With regard to the repetitive nature of XDS packets, EIA-608 recommends transmitting XDS packets continuously to fill all available bandwidth beyond what is used by the captioning and text services and suggests repetition rate algorithms based on packet priorities. Briefly, as XDS usage increases, the repetition rate for each of the types of packets is decreased and XDS packets of the same type (e.g., those having the same packet ID) may be deleted by downstream encoders to accommodate the additional XDS traffic. Therefore, the only way to guarantee reception by the viewer of multiple URLs per television program is to provide unique packet IDs for each URL to assure they are not deleted as more of the XDS bandwidth is consumed downstream. However, coordinating such unique packet IDs among the many potential originators of URLs is not practical.

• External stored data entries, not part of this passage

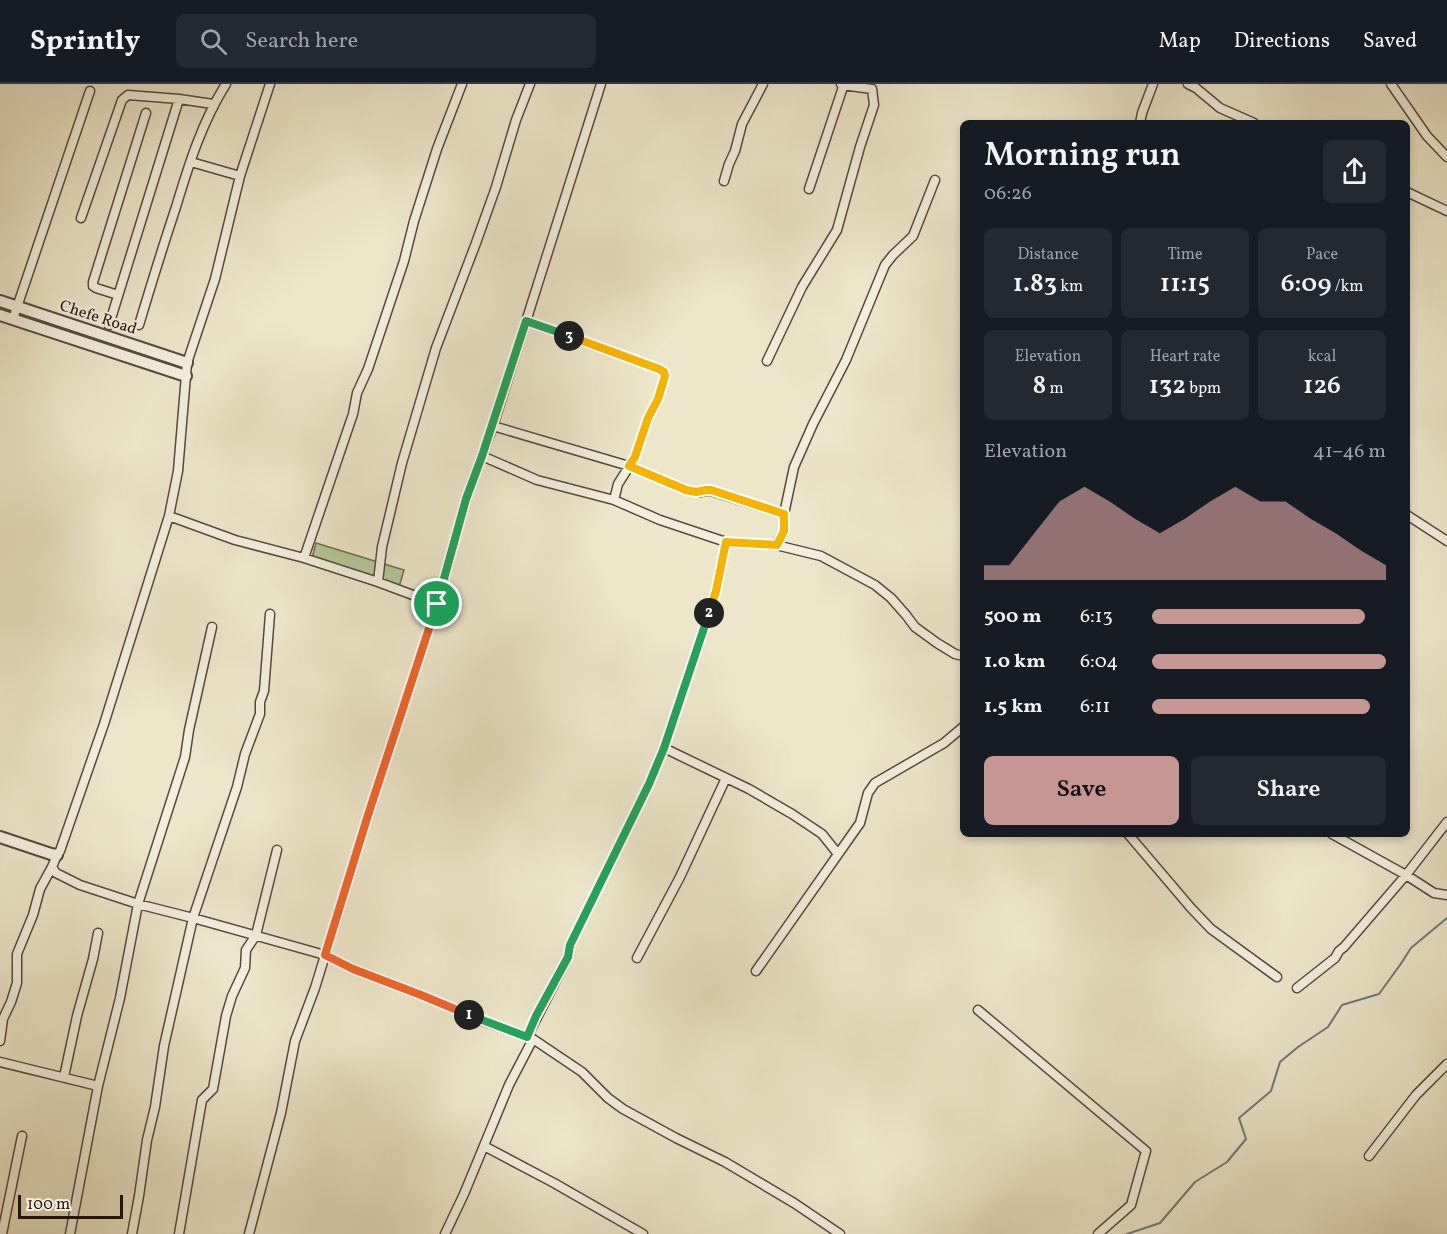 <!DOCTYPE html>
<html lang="en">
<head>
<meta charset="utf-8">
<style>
  body { margin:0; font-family:Vollkorn,serif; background:#242831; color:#f1f3f6; height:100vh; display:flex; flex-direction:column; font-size:22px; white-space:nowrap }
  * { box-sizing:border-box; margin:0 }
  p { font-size:20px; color:#9ea1a6 }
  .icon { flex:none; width:33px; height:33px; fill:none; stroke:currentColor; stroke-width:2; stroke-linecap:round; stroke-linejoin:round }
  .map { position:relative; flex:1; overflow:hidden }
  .panel { position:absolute; left:960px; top:36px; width:450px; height:717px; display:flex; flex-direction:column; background:#171b24; border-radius:9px; box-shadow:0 3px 9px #0003 }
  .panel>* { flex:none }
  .scale { position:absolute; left:18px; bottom:15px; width:105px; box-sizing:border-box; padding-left:6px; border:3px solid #28150e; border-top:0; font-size:16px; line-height:21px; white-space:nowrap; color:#28150e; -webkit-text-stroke:4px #f3efdd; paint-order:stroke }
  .pin { position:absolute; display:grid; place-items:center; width:51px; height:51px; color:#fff; margin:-26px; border:3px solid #fff; border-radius:50%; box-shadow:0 2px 6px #0007 }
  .km { position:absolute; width:30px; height:30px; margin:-15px; border-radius:50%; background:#222; color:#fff; font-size:16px; line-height:30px; text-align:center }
  .round { display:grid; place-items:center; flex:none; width:63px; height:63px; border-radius:9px; background:#242831 }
  .headline { display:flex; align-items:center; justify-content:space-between; height:102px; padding:0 24px }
  h1 { font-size:33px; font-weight:600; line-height:45px }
  .figures { display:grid; grid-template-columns:repeat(3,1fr); gap:9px; height:102px; padding:6px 24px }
  .figures div { display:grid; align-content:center; border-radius:9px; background:#242831; text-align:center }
  .figures b { font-size:26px; font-weight:600 }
  .figures small { font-size:16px; font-weight:400 }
  .figures p { font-size:16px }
  .chart { height:168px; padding:12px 24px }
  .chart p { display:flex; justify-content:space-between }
  .chart svg { width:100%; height:108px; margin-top:6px; fill:#c59692; opacity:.7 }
  .action { display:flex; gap:12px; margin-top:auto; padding:12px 24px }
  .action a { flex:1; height:69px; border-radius:9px; background:#c59692; color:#111; font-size:24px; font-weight:600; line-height:69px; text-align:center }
  .action a+a { background:#242831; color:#f1f3f6 }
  ul { padding:0 24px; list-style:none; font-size:20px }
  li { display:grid; grid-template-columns:96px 72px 1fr; align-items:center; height:45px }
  li i { height:15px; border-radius:8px; background:#c59692 }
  header { display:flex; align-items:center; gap:36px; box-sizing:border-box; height:84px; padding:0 30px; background:#171b24; border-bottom:2px solid #363941 }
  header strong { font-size:28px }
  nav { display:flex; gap:33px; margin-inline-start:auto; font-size:21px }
  .search { width:420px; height:54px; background:#242831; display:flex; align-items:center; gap:15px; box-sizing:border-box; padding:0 21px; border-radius:9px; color:#9ea1a6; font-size:22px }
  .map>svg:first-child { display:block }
</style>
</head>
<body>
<header>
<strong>Sprintly</strong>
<div class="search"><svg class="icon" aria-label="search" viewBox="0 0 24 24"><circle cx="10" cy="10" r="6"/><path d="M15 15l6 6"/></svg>Search here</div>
<nav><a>Map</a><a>Directions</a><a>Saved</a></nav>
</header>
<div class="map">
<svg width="1447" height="1150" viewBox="0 0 1447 1150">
  <rect width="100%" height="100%" fill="#ede6ca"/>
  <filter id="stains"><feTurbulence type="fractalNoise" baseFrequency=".00333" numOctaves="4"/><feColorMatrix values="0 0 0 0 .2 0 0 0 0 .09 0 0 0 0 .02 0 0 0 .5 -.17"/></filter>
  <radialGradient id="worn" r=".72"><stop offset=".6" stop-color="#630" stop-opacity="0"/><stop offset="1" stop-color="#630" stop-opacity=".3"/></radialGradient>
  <path fill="#b5c699" stroke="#6e6e54" stroke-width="1.5" d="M 316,459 L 404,486 L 399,503 L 312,474 Z"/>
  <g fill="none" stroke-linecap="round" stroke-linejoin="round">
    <path stroke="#6d7a78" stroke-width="2" d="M 1127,1150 L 1160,1139 L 1195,1098 L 1227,1078 L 1246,1055 L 1239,1034 L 1271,1007 L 1280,978 L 1298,963 L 1328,943 L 1342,921 L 1379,910 L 1400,881 L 1411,864 L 1447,834"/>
    <g stroke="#59493d" stroke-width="11">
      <path id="minor" d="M 270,0 L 240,92 L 215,195 L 187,279 L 178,387 L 169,432 L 104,640 L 60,767 L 57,771 L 52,783 L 56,789 L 80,801 L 138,820 L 193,834 L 325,871 L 353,885 L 421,911 L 480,936 L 533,955 L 582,988 L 608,1014 L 623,1025 L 676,1054 L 725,1078 L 794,1119 L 840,1150
        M 1188,0 L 1196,4 L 1220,24 L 1254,39
        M 1391,0 L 1427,52 L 1447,73
        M 1140,39 L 1142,29 L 1153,0
        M 191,78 L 240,92
        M 724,97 L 729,80 L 735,67 L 742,40 L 763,0
        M 809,105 L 843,3 L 841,0
        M 1407,108 L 1447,127
        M 81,134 L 122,16 L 128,11 L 179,15 L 213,20
        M 118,211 L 96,204 L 93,202 L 93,198 L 146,29
        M 13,235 L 90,7
        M 526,237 L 659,285 L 664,288 L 665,292 L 658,315 L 648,334 L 635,373 L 618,400 L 614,416
        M 109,241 L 179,15
        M 139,241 C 151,201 163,162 176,123 C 189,80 202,38 226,0
        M 767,277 L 802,203 L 837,146 L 860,63 L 874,21 L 872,5 L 842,1
        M 493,342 L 629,382 L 686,406 C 691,407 696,409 701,408 C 705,407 707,406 711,407 L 784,430
        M 482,372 L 537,396 L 614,416 L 660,436 L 726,458 L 776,461 L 821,472 L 875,501 L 891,514 L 906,531 L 915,543 L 937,559 L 955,570 L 963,572
        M 1407,431 L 1447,457
        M 169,432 L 235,456 L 304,474 L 378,498 L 437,520
        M 776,461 L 784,447 L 784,430 L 794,383 L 813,340 L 846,276 L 885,181 L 893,171 L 913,152 L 935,96
        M 304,474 L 353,330 L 357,309 L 368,285 L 404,177 L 414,137 L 437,65 L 462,0
        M 378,498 L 382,463 L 402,379 L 436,264 L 476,159 L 496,103 L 516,36 L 530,0
        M 664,664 L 749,705 L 792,730 L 822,750 L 838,770
        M 1128,750 L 1191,824 L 1211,845 L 1277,893
        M 1332,750 L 1406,791 L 1434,809 L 1447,811
        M 637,874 L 680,793 L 726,694
        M 756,887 L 860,739 L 868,709 L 875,699 L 944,659 L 963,643
        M 1297,904 L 1335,874 L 1339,867 L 1344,863 L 1406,791 L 1447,738
        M 978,926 L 1146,1067 L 1131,1121 L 1098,1150
        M 527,953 L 568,873 L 570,861 L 649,700 L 664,664 L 716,507 L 726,458
        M 0,957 L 3,935 L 11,918 L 17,899 L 17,870 L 33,831 L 40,805 L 52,783
        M 0,978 L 98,1002
        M 64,993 L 77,932 L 93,875 L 98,849
        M 484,1062 L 554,1099 L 643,1150
        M 1369,1072 L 1416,1011 L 1447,980
        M 2,1150 L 22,1052
        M 70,1150 L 98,1002 L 120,914 L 138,820 L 185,673 L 189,646 L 212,543
        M 132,1150 L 139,1112 L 147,1056 L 155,1023 L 164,962 L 193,834 L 237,703 L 245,670 L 260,630 L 260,618 L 264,607 L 270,530
        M 179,1150 L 202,1016 L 213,1005 L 226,932 L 232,912 L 245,884 L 246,866 L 256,851 L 277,766
        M 249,1150 L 281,1029 L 295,957 L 315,904 L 368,731 L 437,520 L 466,415 L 493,342 L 601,0
        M 445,1150 L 464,1110 L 509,1001 L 533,955"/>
    </g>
    <g stroke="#59493d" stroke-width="14">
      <path id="tertiary" d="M 0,217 L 187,279
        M 0,231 L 186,292
        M 0,753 L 51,770 L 57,771"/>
    </g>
    <use href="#minor" stroke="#f3efdd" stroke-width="8"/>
    <use href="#tertiary" stroke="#f3efdd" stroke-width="10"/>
  </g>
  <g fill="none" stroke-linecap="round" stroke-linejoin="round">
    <g stroke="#fff" stroke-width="12">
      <path id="split-1" d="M 437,520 L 368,731 L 325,871 L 353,885 L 421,911 L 469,931"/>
    </g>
    <g stroke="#fff" stroke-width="12">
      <path id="split-2" d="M 469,931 L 527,953 L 536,932 L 568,873 L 570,861 L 649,700 L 664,664 L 709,529"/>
    </g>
    <g stroke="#fff" stroke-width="12">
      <path id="split-3" d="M 569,252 L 659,285 L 664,288 L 665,292 L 658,315 L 648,334 L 635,373 L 629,382 L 686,406 L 696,408 L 706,406 L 711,406 L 784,430 L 784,447 L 777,461 L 726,458 L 716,507 L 709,529"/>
    </g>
    <g stroke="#fff" stroke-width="12">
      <path id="split-4" d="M 437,520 L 466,415 L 482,372 L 526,237 L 569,252"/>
    </g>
    <use href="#split-1" stroke="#f0652b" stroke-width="8"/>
    <use href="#split-2" stroke="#22a559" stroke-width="8"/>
    <use href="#split-3" stroke="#f5b400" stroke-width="8"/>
    <use href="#split-4" stroke="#22a559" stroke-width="8"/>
  </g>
  <g text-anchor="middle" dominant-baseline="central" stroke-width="4.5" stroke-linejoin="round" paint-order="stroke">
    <g font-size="16" fill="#28150e" stroke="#f3efdd">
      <text transform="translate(98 234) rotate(18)">Chefe Road</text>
    </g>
  </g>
  <rect width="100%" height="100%" filter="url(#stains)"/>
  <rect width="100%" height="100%" fill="url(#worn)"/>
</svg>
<div class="scale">100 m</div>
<div class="pin" style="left:437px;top:520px;background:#1e9e55"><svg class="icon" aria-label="arrive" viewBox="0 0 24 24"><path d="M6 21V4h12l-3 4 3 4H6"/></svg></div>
<b class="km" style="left:469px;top:931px">1</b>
<b class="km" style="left:709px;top:529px">2</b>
<b class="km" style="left:569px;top:252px">3</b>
<section class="panel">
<div class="headline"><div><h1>Morning run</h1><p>06:26</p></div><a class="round"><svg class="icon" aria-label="share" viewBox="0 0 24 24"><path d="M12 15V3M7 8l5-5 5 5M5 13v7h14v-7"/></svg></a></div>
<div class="figures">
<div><p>Distance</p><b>1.83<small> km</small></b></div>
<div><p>Time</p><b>11:15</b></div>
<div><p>Pace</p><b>6:09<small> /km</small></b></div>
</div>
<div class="figures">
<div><p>Elevation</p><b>8<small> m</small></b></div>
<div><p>Heart rate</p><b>132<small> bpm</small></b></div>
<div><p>kcal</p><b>126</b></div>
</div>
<div class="chart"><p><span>Elevation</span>41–46 m</p>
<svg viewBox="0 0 160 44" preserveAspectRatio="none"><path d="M0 44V38L10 38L20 25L30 12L40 6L50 12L60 19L70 25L80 19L90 12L100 6L110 12L120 12L130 19L140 25L150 32L160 38V44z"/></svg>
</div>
<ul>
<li><b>500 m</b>6:13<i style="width:91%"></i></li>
<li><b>1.0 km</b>6:04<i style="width:100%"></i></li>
<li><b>1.5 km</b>6:11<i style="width:93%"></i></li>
</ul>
<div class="action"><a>Save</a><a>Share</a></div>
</section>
</div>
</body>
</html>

In light of the foregoing, what is needed is a more intelligent mechanism for communicating logical addresses associated with local and/or remote content within a video signal. In particular, it is desirable to accommodate the need for multiple active URLs at a given time during a TV program. Additionally, it is desirable to provide for improved error detection. Further, it is advantageous to choose a portion of the video signal which does not compete directly for bandwidth with V-Chip rating information. Finally, it is desirable to utilize a syntax that is suitable for a broad set of devices.
A method and apparatus are described for communicating logical addresses within a broadcast television signal. According to one aspect of the present invention, a logical address of a resource may be communicated to a receiving device by way of a data service channel of a video signal. A sequence of data complying with a predetermined syntax and including the logical address is embedded in either a text service channel or a captioning service channel of the video signal. Advantageously, in this manner, when the video signal is transmitted, it is accompanied by the logical address.
According to another aspect of the present invention, a logical address of a resource may be received by way of a data service channel of a video signal. A video signal including data associated with one or more data services is received. Subsequently, a sequence of data complying with a predetermined syntax is retrieved from either a captioning service or a text service. Ultimately, a logical address may be extracted from the video signal by parsing the sequence of data.
Other features of the present invention will be apparent from the accompanying drawings and from the detailed description which follows.